"If I think about the future of cinema as art, I shiver" (Y. Ozu, 1959)

Qualcosa è cambiato

Daniela Turco

Jim Carrey, alcuni mesi fa, in occasione dell’uscita del sequel, vent’anni dopo Dumb and Dumber, a una domanda sui suoi progetti futuri rispondeva: “Distruggere Hollywood”, aggiungendo che, molto probabilmente, aveva già iniziato a farlo. Dumb and Dumber To corrisponde istintivamente a questo desiderio e lo mette in atto, con lo stoccaggio massiccio di elementi solitamente intrattabili, in quanto radicalmente inappropriati, se non apertamente banditi dalla forma-commedia, fatta eccezione per le leggendarie sperimentazioni, macabre e sublimi, di Wilder e Edwards - via Stroheim - condotte dentro e contro Hollywood, che trovano qui una sorprendente continuità. 

Malattia, handicap, demenza, vecchiaia, cateteri, ospizi, agenzie funebri, disfacimento, scorie e liquami organici di ogni tipo, morte: a squadernarsi c’è un intero catalogo, indigeribile e sovversivo, che riconfigura quei materiali che hanno sempre strutturato il naturalismo, in cui Dumb and Dumber To si potrebbe iscrivere come reperto regressivo, destinato all’autodistruzione, nel micidiale intreccio che lo muove tra esplorazione pulsionale, spostamento e ripetizione.

Harry e Lloyd sono ancora una volta insieme, anche come materializzazione del doppio e autoironico rispecchiamento degli stessi fratelli Farrelly, che li immergono senza scampo in un on the road sgangherato che, ricalcando la serialità infinita di occasioni mancate del primo, non smette di sfuggire, e qui sta la sua grande singolarità, a ogni reale confronto.
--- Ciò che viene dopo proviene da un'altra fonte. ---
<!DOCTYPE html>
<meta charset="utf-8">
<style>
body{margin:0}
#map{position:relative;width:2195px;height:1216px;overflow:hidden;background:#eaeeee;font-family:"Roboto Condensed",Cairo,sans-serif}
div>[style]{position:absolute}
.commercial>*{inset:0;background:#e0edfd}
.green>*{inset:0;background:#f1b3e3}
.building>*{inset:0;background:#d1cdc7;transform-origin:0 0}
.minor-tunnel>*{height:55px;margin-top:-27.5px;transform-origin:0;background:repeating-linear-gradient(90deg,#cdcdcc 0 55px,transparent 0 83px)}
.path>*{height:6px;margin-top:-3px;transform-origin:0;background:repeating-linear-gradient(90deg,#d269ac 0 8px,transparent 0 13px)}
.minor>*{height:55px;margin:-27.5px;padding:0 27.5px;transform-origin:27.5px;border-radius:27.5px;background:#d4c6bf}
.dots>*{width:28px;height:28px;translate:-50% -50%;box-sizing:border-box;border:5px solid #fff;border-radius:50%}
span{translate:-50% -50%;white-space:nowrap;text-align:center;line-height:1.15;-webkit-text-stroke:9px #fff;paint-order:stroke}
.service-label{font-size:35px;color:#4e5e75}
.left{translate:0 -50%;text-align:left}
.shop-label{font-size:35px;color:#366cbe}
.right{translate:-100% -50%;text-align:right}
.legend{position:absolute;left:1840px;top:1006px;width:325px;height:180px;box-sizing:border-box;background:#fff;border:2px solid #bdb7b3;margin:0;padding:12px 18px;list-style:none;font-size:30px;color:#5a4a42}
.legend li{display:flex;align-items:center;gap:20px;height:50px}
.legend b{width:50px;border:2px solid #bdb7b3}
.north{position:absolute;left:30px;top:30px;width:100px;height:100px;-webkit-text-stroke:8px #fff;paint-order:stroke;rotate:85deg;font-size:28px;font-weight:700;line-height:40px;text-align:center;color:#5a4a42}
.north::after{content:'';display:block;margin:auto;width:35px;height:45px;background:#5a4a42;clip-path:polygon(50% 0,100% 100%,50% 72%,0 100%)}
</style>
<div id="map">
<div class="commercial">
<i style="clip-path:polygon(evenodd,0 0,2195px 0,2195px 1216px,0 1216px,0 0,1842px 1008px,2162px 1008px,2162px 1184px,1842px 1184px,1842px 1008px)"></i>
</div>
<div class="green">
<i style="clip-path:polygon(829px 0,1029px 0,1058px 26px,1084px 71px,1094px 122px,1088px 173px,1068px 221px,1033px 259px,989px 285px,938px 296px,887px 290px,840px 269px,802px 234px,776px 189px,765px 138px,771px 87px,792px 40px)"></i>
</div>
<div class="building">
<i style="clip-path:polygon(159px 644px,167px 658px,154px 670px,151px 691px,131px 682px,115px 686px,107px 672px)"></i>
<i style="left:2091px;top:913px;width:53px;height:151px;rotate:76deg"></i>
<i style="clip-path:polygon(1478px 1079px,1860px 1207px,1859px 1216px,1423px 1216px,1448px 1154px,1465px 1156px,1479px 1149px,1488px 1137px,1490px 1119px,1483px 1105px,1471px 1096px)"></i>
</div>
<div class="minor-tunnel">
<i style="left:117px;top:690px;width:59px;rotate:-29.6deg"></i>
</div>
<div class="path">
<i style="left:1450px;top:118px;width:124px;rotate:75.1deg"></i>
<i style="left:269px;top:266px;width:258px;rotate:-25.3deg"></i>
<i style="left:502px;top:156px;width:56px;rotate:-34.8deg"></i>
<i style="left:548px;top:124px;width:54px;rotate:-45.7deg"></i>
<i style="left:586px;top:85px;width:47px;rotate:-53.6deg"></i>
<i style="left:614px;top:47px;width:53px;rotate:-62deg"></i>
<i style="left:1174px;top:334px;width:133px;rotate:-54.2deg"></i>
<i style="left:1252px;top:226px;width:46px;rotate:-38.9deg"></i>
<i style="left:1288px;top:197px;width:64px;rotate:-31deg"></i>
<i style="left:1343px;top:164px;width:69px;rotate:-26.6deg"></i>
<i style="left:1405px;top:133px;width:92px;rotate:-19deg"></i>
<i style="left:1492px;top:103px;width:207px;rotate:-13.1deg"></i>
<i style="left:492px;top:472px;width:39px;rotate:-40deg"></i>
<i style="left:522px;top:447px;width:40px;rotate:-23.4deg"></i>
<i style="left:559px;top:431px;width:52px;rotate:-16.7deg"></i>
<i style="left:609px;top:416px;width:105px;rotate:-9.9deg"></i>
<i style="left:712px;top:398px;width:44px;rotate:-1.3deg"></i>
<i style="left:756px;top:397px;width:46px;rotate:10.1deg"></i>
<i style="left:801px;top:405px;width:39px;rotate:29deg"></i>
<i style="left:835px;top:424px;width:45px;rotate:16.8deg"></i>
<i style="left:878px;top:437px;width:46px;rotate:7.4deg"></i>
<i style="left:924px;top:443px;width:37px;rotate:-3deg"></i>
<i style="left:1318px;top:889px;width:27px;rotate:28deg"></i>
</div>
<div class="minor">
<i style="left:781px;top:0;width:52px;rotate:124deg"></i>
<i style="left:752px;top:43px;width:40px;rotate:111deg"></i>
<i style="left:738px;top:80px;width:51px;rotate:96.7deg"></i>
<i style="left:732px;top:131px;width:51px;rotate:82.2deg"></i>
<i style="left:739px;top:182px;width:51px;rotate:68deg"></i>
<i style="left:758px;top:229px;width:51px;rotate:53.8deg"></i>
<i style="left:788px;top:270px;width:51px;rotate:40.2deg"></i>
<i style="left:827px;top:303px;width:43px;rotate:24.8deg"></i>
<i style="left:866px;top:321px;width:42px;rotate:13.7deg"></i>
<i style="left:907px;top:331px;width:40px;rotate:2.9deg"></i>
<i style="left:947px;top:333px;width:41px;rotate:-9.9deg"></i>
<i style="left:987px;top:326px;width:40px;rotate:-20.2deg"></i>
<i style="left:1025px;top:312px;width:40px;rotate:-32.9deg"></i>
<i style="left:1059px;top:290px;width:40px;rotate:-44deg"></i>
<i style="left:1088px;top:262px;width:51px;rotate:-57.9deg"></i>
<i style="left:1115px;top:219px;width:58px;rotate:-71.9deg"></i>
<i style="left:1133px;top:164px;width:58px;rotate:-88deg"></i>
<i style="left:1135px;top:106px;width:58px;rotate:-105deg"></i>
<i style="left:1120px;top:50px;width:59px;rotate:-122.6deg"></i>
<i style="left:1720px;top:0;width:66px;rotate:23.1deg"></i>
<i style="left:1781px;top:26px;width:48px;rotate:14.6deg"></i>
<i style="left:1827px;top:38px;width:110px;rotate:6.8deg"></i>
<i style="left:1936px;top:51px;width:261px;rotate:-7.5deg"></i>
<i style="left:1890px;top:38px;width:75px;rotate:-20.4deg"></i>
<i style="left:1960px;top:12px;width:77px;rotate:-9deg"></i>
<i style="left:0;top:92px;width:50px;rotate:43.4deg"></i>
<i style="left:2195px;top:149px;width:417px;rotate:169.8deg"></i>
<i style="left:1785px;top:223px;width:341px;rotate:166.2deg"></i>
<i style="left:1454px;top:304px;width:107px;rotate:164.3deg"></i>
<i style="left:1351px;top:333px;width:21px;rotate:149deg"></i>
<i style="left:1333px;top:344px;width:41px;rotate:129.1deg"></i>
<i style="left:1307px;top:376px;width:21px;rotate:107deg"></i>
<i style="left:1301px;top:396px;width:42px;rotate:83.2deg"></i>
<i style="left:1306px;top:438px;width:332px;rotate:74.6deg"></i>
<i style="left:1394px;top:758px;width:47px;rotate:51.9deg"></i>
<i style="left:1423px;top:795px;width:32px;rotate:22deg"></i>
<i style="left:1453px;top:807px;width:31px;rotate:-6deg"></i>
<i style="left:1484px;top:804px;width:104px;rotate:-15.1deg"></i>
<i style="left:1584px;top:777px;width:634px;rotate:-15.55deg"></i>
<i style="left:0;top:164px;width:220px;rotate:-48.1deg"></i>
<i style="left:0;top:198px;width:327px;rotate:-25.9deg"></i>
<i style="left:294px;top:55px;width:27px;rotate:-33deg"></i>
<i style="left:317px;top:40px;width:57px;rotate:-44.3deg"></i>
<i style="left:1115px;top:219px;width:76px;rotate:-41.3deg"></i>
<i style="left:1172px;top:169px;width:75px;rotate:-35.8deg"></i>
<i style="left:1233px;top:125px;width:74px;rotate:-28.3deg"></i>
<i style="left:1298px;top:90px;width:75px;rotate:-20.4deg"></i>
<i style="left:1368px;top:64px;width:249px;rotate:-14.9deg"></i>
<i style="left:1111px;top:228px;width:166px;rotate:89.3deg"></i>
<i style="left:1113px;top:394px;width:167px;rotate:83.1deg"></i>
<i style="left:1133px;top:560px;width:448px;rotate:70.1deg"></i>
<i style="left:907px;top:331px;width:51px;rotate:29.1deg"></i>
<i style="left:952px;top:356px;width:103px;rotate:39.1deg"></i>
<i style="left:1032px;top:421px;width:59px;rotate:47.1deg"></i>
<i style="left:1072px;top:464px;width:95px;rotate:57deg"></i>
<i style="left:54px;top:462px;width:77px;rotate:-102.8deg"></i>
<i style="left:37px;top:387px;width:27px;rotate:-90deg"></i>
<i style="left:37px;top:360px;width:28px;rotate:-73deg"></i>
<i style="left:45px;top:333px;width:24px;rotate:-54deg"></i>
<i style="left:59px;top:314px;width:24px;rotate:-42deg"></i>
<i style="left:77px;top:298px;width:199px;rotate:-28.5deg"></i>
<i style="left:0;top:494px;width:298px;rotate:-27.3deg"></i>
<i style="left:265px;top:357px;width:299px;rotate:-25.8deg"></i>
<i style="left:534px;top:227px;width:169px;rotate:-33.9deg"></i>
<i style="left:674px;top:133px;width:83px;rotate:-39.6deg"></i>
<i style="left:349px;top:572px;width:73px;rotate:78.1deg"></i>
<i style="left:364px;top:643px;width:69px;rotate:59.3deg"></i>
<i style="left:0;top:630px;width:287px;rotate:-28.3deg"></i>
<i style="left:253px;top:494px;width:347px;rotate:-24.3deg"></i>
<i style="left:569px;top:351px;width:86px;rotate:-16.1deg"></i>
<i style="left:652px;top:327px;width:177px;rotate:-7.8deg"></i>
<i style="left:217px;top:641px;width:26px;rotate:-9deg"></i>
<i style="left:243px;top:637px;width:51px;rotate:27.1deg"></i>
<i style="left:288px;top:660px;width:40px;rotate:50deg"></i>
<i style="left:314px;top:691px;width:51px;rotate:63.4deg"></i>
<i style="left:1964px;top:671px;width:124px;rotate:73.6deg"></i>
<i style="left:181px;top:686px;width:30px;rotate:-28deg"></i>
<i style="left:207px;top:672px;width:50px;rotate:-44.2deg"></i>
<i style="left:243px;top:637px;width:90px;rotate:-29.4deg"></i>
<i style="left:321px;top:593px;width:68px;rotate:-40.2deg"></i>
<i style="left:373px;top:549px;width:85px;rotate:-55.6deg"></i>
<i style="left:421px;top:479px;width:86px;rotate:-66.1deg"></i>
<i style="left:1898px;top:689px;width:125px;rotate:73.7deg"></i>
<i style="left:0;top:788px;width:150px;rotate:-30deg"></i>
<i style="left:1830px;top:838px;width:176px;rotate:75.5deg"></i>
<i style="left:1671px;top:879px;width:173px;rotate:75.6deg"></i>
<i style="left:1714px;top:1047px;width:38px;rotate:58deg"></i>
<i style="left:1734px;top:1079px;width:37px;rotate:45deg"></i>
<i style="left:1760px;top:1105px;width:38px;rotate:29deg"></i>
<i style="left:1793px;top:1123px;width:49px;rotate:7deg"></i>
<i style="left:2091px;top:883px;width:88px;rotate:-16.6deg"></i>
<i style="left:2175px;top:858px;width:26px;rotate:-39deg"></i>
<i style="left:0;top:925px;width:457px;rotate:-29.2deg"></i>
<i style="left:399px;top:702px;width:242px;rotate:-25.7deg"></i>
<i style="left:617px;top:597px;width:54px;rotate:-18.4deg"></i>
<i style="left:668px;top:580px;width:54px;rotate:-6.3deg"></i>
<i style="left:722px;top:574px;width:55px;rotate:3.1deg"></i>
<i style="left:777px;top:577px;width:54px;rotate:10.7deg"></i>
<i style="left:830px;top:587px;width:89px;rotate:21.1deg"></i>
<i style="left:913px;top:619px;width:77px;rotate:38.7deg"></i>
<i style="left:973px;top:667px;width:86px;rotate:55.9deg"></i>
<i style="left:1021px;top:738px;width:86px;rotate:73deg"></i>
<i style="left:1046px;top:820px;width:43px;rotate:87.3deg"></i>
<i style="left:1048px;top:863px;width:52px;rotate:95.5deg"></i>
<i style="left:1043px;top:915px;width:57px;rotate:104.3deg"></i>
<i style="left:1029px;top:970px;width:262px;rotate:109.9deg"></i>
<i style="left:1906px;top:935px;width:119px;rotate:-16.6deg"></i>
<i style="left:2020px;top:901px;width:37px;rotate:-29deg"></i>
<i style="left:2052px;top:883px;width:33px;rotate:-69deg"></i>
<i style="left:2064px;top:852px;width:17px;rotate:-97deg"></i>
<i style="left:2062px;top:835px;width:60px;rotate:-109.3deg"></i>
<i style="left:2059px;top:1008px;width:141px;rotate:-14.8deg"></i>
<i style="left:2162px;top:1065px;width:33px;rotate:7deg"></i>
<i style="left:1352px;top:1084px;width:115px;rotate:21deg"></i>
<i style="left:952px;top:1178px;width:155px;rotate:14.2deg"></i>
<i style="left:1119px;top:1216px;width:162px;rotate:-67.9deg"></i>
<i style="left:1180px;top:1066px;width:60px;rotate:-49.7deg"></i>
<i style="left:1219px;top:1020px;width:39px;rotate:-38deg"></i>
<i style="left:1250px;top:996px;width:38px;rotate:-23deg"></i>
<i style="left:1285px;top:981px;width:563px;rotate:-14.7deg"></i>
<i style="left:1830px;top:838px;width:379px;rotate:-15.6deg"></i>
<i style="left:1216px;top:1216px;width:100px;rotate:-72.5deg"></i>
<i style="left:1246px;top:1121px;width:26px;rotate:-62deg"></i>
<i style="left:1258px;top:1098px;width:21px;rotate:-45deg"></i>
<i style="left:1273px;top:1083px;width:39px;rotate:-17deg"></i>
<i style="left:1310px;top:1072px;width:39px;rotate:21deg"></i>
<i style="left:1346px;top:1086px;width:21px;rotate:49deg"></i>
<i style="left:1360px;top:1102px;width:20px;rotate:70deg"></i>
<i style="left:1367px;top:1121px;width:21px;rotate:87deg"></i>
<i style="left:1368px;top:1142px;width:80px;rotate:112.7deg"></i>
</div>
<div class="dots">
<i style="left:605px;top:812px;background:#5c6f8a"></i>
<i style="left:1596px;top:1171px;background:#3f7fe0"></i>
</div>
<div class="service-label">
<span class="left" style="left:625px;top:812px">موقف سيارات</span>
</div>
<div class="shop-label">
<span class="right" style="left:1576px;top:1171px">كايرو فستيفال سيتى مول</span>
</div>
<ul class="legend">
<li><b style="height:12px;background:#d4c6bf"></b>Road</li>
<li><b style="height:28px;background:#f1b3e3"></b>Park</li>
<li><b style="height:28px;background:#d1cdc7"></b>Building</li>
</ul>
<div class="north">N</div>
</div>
Niente qui, infatti, sembra più funzionare, dai tempi comici delle gag, disinnescati o largamente sabotati, alla stessa scorrettezza, drasticamente impoverita, dei contenuti. Alla fine, nella coazione a ripetere, qualcosa è davvero cambiato; non si sorride più dell’innocente malizia dei pupazzi di neve con la carota piantata nel posto sbagliato, o di certe pedicure surreali, eseguite a colpi di sega elettrica. Cosa rimane, allora? I resti, l’insopprimibile vitalità negativa delle pulsioni, il defilè degli oggetti “piccolo a”, il poster polveroso di Bo Dereck in Ten, le gabbie per uccellini, ovvero la prigione ossessiva dei tic di linguaggio, il disegno feroce del tempo sui corpi, la forza inarrestabile della regressione, appena interrotta, in uno squarcio poetico, dall’incontro struggente con l’antico furgone a forma di cane, Mutt Cutts, che, come la slitta Rosebud, testimonia l’incursione, in forma di miraggio, di un cinema - e di un discorso - destinato alle fiamme e alla distruzione.